On Wed, Jul 22, 2020 at 4:01 AM Georgi Djakov <georgi.djakov@linaro.org> wrote:
>
> The bootloaders often do some initial configuration of the interconnects
> in the system and we want to keep this configuration until all consumers
> have probed and expressed their bandwidth needs. This is because we don't
> want to change the configuration by starting to disable unused paths until
> every user had a chance to request the amount of bandwidth it needs.
>
> To accomplish this we will implement an interconnect specific sync_state
> callback which will synchronize (aggregate and set) the current bandwidth
> settings when all consumers have been probed.
>
> Signed-off-by: Georgi Djakov <georgi.djakov@linaro.org>
> ---
>  drivers/interconnect/core.c           | 61 +++++++++++++++++++++++++++
>  include/linux/interconnect-provider.h |  5 +++
>  2 files changed, 66 insertions(+)
>
> diff --git a/drivers/interconnect/core.c b/drivers/interconnect/core.c
> index e5f998744501..0c4e38d9f1fa 100644
> --- a/drivers/interconnect/core.c
> +++ b/drivers/interconnect/core.c
> @@ -26,6 +26,8 @@
>
>  static DEFINE_IDR(icc_idr);
>  static LIST_HEAD(icc_providers);
> +static int providers_count;
> +static bool synced_state;
>  static DEFINE_MUTEX(icc_lock);
>  static struct dentry *icc_debugfs_dir;
>
> @@ -255,6 +257,12 @@ static int aggregate_requests(struct icc_node *node)
>                         continue;
>                 p->aggregate(node, r->tag, r->avg_bw, r->peak_bw,
>                              &node->avg_bw, &node->peak_bw);
> +
> +               /* during boot use the initial bandwidth as a floor value */
> +               if (!synced_state) {
> +                       node->avg_bw = max(node->avg_bw, node->init_avg);
> +                       node->peak_bw = max(node->peak_bw, node->init_peak);
> +               }

Sorry I didn't reply earlier.

I liked your previous approach with the get_bw ops. The v2 approach
forces every interconnect provider driver to set up these values even
if they are okay with just maxing out the bandwidth. Also, if they can
actually query their hardware, this adds additional steps for them.
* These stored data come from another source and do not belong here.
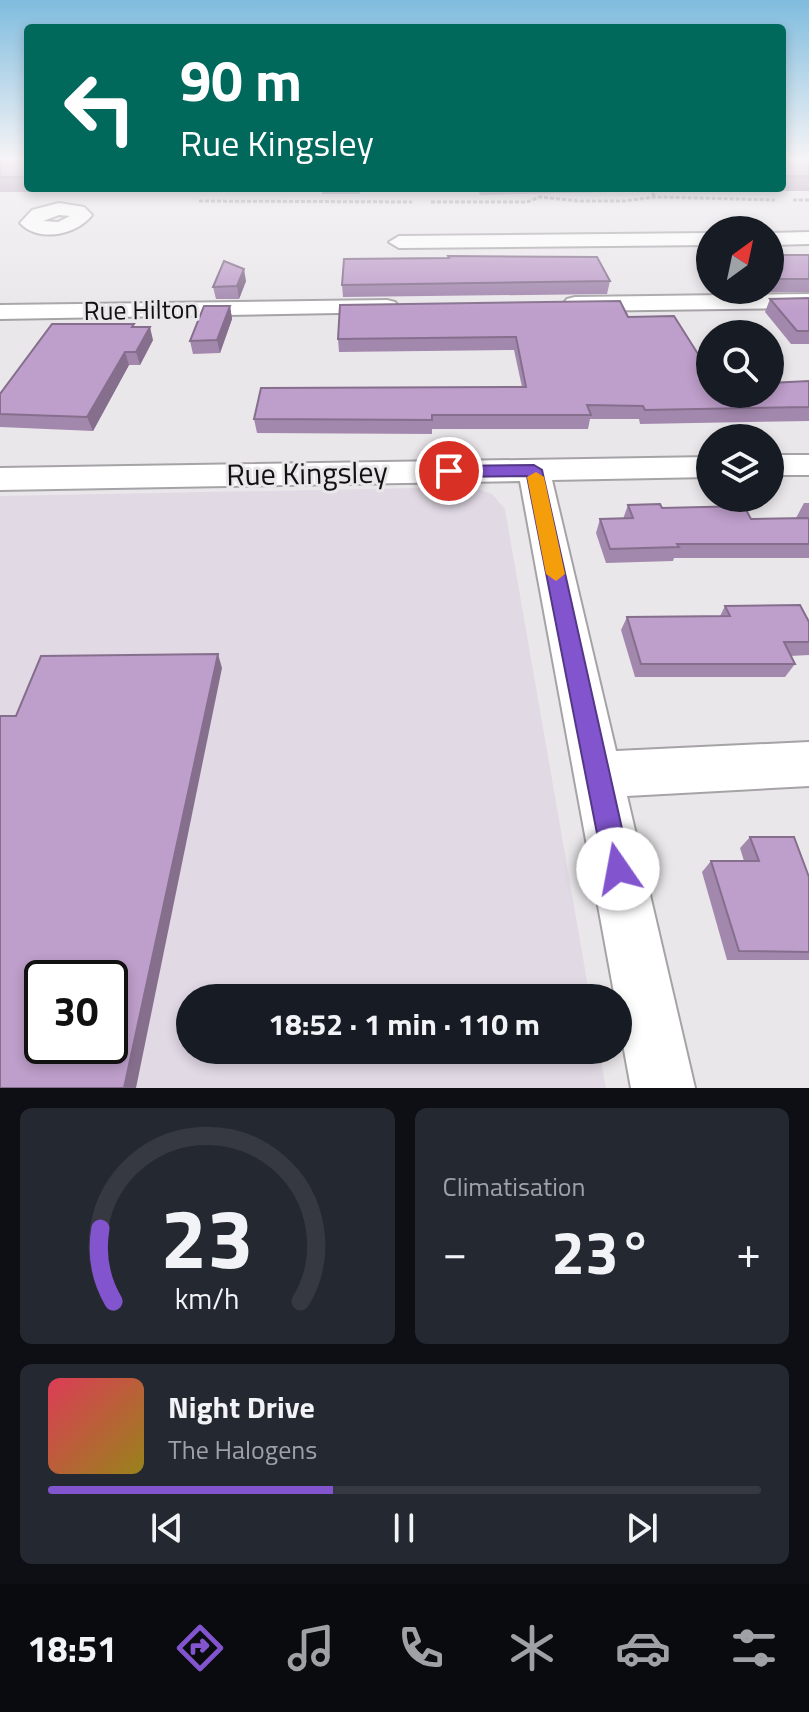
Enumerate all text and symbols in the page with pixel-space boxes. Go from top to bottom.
text: 90 m [180,38,302,123]
icon: left [48,56,152,160]
text: Rue Kingsley [180,115,374,170]
north arrow [696,216,784,304]
map controls [696,216,784,512]
street label: Rue Hilton [83,289,199,330]
button: search [696,320,784,408]
button: layers [696,424,784,512]
pin [415,437,483,505]
street label: Rue Kingsley [226,449,388,497]
icon: arrive [427,449,471,493]
position arrow [576,827,660,911]
speed limit sign: 30 [24,960,128,1064]
text: 18:52 · 1 min · 110 m [268,1001,540,1047]
text: Climatisation [443,1167,586,1206]
text: 23 [161,1174,254,1300]
text: 23° [551,1206,652,1297]
text: − [443,1218,467,1285]
text: + [736,1218,761,1285]
text: km/h [175,1277,240,1320]
text: Night Drive [168,1384,315,1430]
text: The Halogens [168,1430,317,1469]
icon: previous [145,1506,189,1550]
icon: pause [382,1506,426,1550]
icon: next [620,1506,664,1550]
icon: directions [172,1620,228,1676]
icon: music [283,1620,339,1676]
icon: phone [393,1620,449,1676]
icon: climate [504,1620,560,1676]
icon: car [615,1620,671,1676]
icon: filters [726,1620,782,1676]
text: 18:51 [27,1621,117,1676]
I think the default should be:
1. Query the current bandwidth at boot and use that.
2. If that's not available, max out the bandwidth.

The interconnect providers that don't like maxing out and don't have
real get_bw() capability can just cache and return the last set_bw()
values. And they start off with those cached values matching whatever
init_bw they need.

That way, the default case (can get bw or don't care about maxing out)
would be easy and the extra work would be limited to drivers that want
neither.

-Saravana

^ permalink raw reply	[flat|nested] 7+ messages in thread

* Re: [PATCH v2 1/2] interconnect: Add sync state support
  2020-07-22 17:07   ` Saravana Kannan
@ 2020-07-28  6:18     ` Mike Tipton
  2020-07-30 19:07       ` Saravana Kannan
  0 siblings, 1 reply; 7+ messages in thread
From: Mike Tipton @ 2020-07-28  6:18 UTC (permalink / raw)
  To: Saravana Kannan, Georgi Djakov
  Cc: Linux PM, okukatla, Bjorn Andersson, Vincent Guittot,
	linux-arm-msm, LKML

On 7/22/2020 10:07 AM, Saravana Kannan wrote:
> On Wed, Jul 22, 2020 at 4:01 AM Georgi Djakov <georgi.djakov@linaro.org> wrote:
>>
>> The bootloaders often do some initial configuration of the interconnects
>> in the system and we want to keep this configuration until all consumers
>> have probed and expressed their bandwidth needs. This is because we don't
>> want to change the configuration by starting to disable unused paths until
>> every user had a chance to request the amount of bandwidth it needs.
>>
>> To accomplish this we will implement an interconnect specific sync_state
>> callback which will synchronize (aggregate and set) the current bandwidth
>> settings when all consumers have been probed.
>>
>> Signed-off-by: Georgi Djakov <georgi.djakov@linaro.org>
>> ---
>>   drivers/interconnect/core.c           | 61 +++++++++++++++++++++++++++
>>   include/linux/interconnect-provider.h |  5 +++
>>   2 files changed, 66 insertions(+)
>>
>> diff --git a/drivers/interconnect/core.c b/drivers/interconnect/core.c
>> index e5f998744501..0c4e38d9f1fa 100644
>> --- a/drivers/interconnect/core.c
>> +++ b/drivers/interconnect/core.c
>> @@ -26,6 +26,8 @@
>>
>>   static DEFINE_IDR(icc_idr);
>>   static LIST_HEAD(icc_providers);
>> +static int providers_count;
>> +static bool synced_state;
>>   static DEFINE_MUTEX(icc_lock);
>>   static struct dentry *icc_debugfs_dir;
>>
>> @@ -255,6 +257,12 @@ static int aggregate_requests(struct icc_node *node)
>>                          continue;
>>                  p->aggregate(node, r->tag, r->avg_bw, r->peak_bw,
>>                               &node->avg_bw, &node->peak_bw);
>> +
>> +               /* during boot use the initial bandwidth as a floor value */
>> +               if (!synced_state) {
>> +                       node->avg_bw = max(node->avg_bw, node->init_avg);
>> +                       node->peak_bw = max(node->peak_bw, node->init_peak);
>> +               }
> 
> Sorry I didn't reply earlier.
> 
> I liked your previous approach with the get_bw ops. The v2 approach
> forces every interconnect provider driver to set up these values even
> if they are okay with just maxing out the bandwidth. Also, if they can
> actually query their hardware, this adds additional steps for them.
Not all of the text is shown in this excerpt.